**YOUR OBJECTIVE:** Filter this data down to the lines that hold "list", and copy them.
*** Opening RECORDED INFORMATION ***
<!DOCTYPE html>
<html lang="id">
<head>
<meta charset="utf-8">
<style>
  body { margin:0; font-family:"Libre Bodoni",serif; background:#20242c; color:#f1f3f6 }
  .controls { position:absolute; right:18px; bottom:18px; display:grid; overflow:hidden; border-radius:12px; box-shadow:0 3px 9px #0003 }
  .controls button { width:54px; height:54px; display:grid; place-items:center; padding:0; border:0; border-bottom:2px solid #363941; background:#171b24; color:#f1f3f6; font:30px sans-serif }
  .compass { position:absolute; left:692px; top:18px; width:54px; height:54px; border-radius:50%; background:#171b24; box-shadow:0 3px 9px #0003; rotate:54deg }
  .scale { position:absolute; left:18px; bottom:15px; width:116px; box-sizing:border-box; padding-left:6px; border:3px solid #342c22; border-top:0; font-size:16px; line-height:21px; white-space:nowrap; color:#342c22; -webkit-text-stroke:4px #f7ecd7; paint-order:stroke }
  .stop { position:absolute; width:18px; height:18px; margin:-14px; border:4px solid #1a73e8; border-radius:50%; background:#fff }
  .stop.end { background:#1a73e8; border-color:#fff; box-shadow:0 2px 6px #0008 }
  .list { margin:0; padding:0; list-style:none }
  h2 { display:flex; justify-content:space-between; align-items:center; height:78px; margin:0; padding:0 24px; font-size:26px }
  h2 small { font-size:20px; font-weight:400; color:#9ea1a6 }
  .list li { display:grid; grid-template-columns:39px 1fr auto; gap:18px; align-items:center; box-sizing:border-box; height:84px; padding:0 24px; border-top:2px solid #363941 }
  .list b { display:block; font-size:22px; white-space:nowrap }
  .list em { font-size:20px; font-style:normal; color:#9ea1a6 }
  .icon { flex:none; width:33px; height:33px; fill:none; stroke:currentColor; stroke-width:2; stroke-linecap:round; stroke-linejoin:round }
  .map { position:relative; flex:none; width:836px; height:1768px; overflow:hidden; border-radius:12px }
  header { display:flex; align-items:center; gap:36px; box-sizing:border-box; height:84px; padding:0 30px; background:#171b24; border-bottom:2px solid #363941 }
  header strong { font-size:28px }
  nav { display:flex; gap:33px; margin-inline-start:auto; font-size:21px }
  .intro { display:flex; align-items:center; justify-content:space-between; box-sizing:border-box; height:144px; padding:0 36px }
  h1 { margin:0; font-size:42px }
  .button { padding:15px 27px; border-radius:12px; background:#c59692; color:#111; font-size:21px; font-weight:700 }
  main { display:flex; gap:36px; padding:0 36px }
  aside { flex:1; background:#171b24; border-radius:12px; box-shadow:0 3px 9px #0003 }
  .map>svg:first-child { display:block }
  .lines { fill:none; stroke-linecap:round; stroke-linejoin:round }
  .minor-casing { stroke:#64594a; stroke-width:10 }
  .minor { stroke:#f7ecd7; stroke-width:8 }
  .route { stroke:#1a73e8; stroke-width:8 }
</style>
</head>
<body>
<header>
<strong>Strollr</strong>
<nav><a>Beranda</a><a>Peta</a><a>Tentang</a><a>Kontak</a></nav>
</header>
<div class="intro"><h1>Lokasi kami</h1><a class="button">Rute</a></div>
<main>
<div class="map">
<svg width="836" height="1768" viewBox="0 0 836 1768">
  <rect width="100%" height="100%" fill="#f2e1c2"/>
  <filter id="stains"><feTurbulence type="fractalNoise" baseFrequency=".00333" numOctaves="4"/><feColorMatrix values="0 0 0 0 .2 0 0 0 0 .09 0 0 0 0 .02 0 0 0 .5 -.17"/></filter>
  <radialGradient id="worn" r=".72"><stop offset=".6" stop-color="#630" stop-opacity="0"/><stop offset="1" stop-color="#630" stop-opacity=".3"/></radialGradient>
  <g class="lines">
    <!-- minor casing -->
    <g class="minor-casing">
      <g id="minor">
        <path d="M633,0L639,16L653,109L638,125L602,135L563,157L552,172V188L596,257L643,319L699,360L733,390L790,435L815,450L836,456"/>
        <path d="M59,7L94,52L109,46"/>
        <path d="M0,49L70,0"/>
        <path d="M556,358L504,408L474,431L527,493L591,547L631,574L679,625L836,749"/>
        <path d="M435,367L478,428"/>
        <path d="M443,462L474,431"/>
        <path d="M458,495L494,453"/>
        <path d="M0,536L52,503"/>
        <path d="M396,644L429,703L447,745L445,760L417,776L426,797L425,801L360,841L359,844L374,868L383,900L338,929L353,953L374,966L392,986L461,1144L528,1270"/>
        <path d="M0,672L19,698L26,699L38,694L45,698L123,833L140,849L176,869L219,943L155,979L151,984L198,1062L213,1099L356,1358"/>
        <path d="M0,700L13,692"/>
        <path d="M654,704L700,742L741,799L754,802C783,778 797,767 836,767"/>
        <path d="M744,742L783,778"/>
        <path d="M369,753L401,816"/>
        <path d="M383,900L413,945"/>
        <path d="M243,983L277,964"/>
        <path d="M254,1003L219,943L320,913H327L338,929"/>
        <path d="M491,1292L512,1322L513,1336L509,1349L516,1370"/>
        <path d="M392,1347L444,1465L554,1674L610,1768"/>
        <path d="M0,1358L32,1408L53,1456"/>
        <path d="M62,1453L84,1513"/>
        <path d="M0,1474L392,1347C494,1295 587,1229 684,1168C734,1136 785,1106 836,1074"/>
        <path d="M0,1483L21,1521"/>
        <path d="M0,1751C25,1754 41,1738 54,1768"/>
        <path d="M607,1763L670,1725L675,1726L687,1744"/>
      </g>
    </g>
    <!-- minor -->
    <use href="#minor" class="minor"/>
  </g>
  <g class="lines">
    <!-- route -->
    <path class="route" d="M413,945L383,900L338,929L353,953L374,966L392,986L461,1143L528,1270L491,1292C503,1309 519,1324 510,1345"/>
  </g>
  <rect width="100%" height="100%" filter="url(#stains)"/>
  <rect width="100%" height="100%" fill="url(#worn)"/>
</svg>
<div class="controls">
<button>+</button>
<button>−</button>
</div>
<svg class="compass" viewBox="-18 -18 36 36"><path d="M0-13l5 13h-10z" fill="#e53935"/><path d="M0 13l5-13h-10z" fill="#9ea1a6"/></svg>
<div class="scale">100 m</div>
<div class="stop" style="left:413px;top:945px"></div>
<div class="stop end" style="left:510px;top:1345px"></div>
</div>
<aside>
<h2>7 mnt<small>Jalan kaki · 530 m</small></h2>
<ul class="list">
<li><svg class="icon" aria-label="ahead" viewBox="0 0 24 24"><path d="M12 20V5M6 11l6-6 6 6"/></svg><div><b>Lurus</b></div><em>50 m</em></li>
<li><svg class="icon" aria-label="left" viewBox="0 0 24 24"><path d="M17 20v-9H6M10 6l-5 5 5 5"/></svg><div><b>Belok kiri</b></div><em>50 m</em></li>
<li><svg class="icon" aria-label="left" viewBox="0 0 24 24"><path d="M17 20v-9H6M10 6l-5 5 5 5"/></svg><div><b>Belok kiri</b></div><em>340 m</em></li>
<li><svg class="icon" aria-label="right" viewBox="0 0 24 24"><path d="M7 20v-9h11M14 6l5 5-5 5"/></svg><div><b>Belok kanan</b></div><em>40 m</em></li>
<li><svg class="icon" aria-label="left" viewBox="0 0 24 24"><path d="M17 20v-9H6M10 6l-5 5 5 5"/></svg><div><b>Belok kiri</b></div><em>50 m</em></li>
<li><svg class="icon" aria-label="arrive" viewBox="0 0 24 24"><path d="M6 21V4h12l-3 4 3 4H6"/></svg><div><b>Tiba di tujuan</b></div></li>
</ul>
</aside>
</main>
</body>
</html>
*** Closing RECORDED INFORMATION ***
*** Opening RECORDED INFORMATION ***
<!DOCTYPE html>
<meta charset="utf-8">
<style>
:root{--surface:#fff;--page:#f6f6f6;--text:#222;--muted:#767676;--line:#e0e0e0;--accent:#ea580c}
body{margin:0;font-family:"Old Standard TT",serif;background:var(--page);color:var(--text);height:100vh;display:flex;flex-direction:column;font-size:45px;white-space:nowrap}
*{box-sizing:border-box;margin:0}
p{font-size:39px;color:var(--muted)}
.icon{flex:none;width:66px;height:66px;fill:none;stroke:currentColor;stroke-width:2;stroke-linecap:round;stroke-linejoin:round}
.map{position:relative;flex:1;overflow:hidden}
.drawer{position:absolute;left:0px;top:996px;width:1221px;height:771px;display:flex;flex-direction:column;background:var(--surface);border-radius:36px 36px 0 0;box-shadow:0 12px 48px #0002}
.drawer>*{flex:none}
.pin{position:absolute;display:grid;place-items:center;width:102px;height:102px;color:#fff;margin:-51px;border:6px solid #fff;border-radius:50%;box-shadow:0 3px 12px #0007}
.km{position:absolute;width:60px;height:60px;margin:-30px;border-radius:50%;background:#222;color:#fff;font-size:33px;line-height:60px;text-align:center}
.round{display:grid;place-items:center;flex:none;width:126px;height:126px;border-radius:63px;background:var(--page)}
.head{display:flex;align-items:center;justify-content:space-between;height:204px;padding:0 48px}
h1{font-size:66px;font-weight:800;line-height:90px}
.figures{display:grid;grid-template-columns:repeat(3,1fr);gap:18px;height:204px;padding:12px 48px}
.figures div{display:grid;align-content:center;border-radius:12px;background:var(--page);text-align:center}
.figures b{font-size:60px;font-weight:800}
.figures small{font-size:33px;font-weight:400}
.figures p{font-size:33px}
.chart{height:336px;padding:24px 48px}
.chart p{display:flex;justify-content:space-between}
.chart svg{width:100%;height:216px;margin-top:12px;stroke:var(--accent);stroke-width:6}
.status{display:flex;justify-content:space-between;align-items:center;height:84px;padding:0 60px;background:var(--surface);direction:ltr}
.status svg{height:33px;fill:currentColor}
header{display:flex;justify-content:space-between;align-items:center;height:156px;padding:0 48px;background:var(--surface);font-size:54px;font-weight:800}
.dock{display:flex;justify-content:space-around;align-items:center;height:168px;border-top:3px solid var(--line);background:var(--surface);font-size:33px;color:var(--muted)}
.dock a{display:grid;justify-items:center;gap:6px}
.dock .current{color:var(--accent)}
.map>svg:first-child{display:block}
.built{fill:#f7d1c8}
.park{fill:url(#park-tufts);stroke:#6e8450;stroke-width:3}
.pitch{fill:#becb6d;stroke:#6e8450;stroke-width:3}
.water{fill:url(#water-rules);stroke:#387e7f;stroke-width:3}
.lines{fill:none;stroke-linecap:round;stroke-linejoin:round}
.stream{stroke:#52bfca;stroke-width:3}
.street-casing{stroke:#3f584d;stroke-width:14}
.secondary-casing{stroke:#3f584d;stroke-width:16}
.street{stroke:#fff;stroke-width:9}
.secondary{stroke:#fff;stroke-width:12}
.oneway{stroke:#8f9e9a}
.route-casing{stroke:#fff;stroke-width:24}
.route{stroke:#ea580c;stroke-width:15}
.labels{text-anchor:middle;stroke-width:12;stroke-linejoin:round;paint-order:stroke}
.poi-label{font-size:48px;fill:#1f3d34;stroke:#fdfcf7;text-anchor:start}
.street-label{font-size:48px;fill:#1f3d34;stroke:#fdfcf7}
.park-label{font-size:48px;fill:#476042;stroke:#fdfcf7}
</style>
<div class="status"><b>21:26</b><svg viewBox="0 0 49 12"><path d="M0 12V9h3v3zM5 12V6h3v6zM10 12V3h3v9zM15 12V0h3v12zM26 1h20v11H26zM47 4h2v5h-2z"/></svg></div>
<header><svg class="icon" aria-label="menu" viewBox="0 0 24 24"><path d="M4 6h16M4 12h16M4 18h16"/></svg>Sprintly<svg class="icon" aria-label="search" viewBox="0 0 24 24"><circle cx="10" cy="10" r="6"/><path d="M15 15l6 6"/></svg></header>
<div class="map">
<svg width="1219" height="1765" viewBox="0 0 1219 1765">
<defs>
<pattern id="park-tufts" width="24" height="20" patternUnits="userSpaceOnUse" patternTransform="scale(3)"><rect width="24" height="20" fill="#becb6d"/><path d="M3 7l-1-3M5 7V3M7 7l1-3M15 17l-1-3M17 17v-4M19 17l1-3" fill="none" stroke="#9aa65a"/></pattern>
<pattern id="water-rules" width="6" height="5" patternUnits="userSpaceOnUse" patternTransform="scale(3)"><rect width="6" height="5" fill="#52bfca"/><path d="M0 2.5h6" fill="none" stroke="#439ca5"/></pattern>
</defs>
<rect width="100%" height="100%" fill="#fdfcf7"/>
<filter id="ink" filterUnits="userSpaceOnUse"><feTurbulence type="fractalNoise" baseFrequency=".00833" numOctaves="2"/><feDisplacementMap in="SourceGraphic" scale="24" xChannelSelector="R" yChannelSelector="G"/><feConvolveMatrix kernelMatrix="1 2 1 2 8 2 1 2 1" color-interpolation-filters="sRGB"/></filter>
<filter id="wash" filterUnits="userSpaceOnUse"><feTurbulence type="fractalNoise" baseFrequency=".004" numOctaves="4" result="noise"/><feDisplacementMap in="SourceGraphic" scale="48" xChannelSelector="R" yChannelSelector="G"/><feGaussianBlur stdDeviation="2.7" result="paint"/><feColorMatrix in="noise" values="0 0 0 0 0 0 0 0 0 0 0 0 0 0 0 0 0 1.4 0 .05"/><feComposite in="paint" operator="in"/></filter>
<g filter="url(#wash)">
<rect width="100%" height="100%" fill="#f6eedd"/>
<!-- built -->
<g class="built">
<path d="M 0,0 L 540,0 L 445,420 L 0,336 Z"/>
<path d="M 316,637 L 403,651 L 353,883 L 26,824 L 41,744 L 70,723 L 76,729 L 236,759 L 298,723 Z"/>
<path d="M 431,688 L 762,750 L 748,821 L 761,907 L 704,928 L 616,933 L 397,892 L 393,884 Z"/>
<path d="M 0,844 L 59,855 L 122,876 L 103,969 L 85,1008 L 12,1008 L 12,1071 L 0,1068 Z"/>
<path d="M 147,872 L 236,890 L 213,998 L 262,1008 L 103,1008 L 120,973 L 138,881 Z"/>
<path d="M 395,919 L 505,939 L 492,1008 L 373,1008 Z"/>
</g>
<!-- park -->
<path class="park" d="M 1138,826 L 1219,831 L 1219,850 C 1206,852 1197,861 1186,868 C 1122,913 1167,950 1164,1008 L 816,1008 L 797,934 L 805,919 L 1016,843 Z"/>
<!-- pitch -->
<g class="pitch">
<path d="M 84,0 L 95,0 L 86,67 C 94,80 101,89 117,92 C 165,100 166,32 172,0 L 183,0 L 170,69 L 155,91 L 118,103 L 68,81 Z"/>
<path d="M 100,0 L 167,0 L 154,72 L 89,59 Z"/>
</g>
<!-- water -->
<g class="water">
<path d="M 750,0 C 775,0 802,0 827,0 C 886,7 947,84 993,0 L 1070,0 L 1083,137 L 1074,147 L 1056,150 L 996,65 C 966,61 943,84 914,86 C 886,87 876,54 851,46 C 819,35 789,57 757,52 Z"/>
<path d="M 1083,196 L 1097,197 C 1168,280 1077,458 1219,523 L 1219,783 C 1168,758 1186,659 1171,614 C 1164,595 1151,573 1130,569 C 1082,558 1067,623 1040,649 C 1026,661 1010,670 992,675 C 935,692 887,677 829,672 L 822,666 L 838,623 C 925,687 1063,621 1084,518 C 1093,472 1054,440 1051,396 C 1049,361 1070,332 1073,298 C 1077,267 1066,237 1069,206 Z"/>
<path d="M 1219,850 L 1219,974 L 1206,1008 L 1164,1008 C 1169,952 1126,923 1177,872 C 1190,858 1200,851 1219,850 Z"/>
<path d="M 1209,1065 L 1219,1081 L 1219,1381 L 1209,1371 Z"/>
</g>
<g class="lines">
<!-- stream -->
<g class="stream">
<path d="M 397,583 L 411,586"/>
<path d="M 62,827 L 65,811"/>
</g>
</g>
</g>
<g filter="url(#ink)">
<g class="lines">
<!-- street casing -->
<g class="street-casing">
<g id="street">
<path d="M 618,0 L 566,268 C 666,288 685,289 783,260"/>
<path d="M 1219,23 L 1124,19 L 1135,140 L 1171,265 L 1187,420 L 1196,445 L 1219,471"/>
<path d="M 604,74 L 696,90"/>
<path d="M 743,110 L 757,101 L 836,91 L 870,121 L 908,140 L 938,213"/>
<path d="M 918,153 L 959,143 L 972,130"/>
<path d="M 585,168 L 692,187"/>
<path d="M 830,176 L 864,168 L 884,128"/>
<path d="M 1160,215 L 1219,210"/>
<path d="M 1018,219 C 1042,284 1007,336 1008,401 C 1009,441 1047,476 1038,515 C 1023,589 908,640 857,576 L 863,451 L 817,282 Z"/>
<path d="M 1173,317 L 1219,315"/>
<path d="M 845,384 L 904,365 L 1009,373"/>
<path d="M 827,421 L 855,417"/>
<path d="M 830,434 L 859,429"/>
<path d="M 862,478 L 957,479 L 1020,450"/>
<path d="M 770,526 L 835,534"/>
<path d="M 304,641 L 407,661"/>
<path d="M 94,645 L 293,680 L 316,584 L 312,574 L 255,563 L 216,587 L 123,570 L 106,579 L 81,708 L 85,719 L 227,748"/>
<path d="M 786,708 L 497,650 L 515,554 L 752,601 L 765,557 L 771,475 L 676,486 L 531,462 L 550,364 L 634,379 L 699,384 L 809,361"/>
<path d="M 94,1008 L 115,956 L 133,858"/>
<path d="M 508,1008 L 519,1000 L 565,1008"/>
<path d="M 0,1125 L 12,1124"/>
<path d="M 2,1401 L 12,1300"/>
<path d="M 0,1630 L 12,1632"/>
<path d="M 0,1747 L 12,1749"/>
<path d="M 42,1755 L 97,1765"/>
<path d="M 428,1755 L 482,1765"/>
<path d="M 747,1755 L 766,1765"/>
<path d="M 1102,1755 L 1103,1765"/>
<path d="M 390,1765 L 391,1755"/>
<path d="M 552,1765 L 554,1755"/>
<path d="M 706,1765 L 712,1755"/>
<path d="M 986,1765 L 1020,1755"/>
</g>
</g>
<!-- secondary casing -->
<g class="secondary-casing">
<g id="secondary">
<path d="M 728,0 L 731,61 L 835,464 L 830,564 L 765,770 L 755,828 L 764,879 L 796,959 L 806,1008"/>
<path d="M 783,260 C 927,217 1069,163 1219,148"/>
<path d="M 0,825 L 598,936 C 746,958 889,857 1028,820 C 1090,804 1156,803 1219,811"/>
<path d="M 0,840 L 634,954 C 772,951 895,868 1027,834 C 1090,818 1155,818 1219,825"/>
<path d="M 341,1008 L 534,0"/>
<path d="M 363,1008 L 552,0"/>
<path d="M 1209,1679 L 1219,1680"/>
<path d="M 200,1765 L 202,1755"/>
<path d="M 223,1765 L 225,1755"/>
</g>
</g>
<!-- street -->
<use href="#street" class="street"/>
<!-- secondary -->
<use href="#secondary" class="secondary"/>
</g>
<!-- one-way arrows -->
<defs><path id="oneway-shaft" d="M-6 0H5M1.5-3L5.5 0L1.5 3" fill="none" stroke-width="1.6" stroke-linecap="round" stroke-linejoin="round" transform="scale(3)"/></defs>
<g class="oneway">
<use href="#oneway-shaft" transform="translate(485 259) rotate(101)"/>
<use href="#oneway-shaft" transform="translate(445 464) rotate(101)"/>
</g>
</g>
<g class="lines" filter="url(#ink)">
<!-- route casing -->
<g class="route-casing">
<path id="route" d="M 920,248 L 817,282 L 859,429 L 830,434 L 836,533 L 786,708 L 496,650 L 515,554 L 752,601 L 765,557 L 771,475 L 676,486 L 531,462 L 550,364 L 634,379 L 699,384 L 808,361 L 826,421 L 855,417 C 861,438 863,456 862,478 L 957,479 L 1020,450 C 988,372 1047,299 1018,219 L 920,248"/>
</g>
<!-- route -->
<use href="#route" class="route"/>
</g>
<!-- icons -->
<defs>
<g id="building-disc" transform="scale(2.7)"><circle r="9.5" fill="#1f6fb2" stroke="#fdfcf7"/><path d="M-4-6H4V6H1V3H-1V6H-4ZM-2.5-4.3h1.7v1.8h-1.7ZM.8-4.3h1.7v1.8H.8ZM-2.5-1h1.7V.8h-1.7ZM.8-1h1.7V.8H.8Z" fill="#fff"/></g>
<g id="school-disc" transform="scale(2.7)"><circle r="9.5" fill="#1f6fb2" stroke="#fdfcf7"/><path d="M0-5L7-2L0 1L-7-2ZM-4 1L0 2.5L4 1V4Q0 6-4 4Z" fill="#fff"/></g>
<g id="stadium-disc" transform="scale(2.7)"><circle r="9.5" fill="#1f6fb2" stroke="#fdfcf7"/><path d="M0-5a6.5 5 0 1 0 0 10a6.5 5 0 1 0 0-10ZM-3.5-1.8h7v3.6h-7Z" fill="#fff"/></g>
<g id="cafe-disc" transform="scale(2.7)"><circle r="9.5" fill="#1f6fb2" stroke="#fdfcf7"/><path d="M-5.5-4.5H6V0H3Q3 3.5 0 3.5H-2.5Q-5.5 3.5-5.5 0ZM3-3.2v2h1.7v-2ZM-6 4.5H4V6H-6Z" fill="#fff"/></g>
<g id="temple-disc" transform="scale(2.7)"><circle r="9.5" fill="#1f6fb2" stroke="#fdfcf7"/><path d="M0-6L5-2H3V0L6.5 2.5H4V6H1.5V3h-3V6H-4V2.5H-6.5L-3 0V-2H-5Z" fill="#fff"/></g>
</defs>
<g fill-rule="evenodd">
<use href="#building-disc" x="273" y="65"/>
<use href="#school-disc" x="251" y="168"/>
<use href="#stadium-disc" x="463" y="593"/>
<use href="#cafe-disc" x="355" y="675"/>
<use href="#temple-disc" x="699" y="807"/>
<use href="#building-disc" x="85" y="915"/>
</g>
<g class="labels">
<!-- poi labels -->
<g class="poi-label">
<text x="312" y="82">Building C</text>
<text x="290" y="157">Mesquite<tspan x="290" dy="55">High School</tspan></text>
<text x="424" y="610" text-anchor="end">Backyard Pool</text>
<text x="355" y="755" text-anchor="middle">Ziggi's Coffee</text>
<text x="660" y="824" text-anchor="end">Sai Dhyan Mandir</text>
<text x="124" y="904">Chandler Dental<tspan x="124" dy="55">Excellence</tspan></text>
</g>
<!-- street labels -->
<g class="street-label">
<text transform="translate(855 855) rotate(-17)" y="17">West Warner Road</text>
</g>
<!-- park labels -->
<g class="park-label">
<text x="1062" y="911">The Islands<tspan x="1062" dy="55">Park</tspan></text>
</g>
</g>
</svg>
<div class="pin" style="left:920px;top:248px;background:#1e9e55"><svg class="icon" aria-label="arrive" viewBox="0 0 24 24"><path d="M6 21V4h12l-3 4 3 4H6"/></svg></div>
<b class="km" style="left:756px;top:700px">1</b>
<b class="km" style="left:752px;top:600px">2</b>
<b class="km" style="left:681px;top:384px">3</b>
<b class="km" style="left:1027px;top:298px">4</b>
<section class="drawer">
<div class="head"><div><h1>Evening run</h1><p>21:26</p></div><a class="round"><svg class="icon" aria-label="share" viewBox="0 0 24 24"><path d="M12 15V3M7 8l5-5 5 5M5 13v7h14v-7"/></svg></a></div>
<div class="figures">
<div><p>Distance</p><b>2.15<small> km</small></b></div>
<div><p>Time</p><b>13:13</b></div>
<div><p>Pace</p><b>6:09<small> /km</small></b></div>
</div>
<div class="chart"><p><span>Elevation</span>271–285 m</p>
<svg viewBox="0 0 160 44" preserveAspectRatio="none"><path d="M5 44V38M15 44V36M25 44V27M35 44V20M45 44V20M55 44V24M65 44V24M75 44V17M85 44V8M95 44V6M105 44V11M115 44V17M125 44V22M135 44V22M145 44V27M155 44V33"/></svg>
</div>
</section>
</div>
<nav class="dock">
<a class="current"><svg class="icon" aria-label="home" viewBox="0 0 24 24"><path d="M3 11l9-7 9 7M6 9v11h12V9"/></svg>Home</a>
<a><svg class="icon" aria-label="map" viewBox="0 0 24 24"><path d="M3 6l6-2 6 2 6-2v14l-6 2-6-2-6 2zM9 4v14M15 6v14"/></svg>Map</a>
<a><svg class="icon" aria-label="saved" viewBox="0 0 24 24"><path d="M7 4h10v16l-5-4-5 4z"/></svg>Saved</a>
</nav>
*** Closing RECORDED INFORMATION ***
**RESPONSE BELOW:**
  .list { margin:0; padding:0; list-style:none }
  .list li { display:grid; grid-template-columns:39px 1fr auto; gap:18px; align-items:center; box-sizing:border-box; height:84px; padding:0 24px; border-top:2px solid #363941 }
  .list b { display:block; font-size:22px; white-space:nowrap }
  .list em { font-size:20px; font-style:normal; color:#9ea1a6 }
<ul class="list">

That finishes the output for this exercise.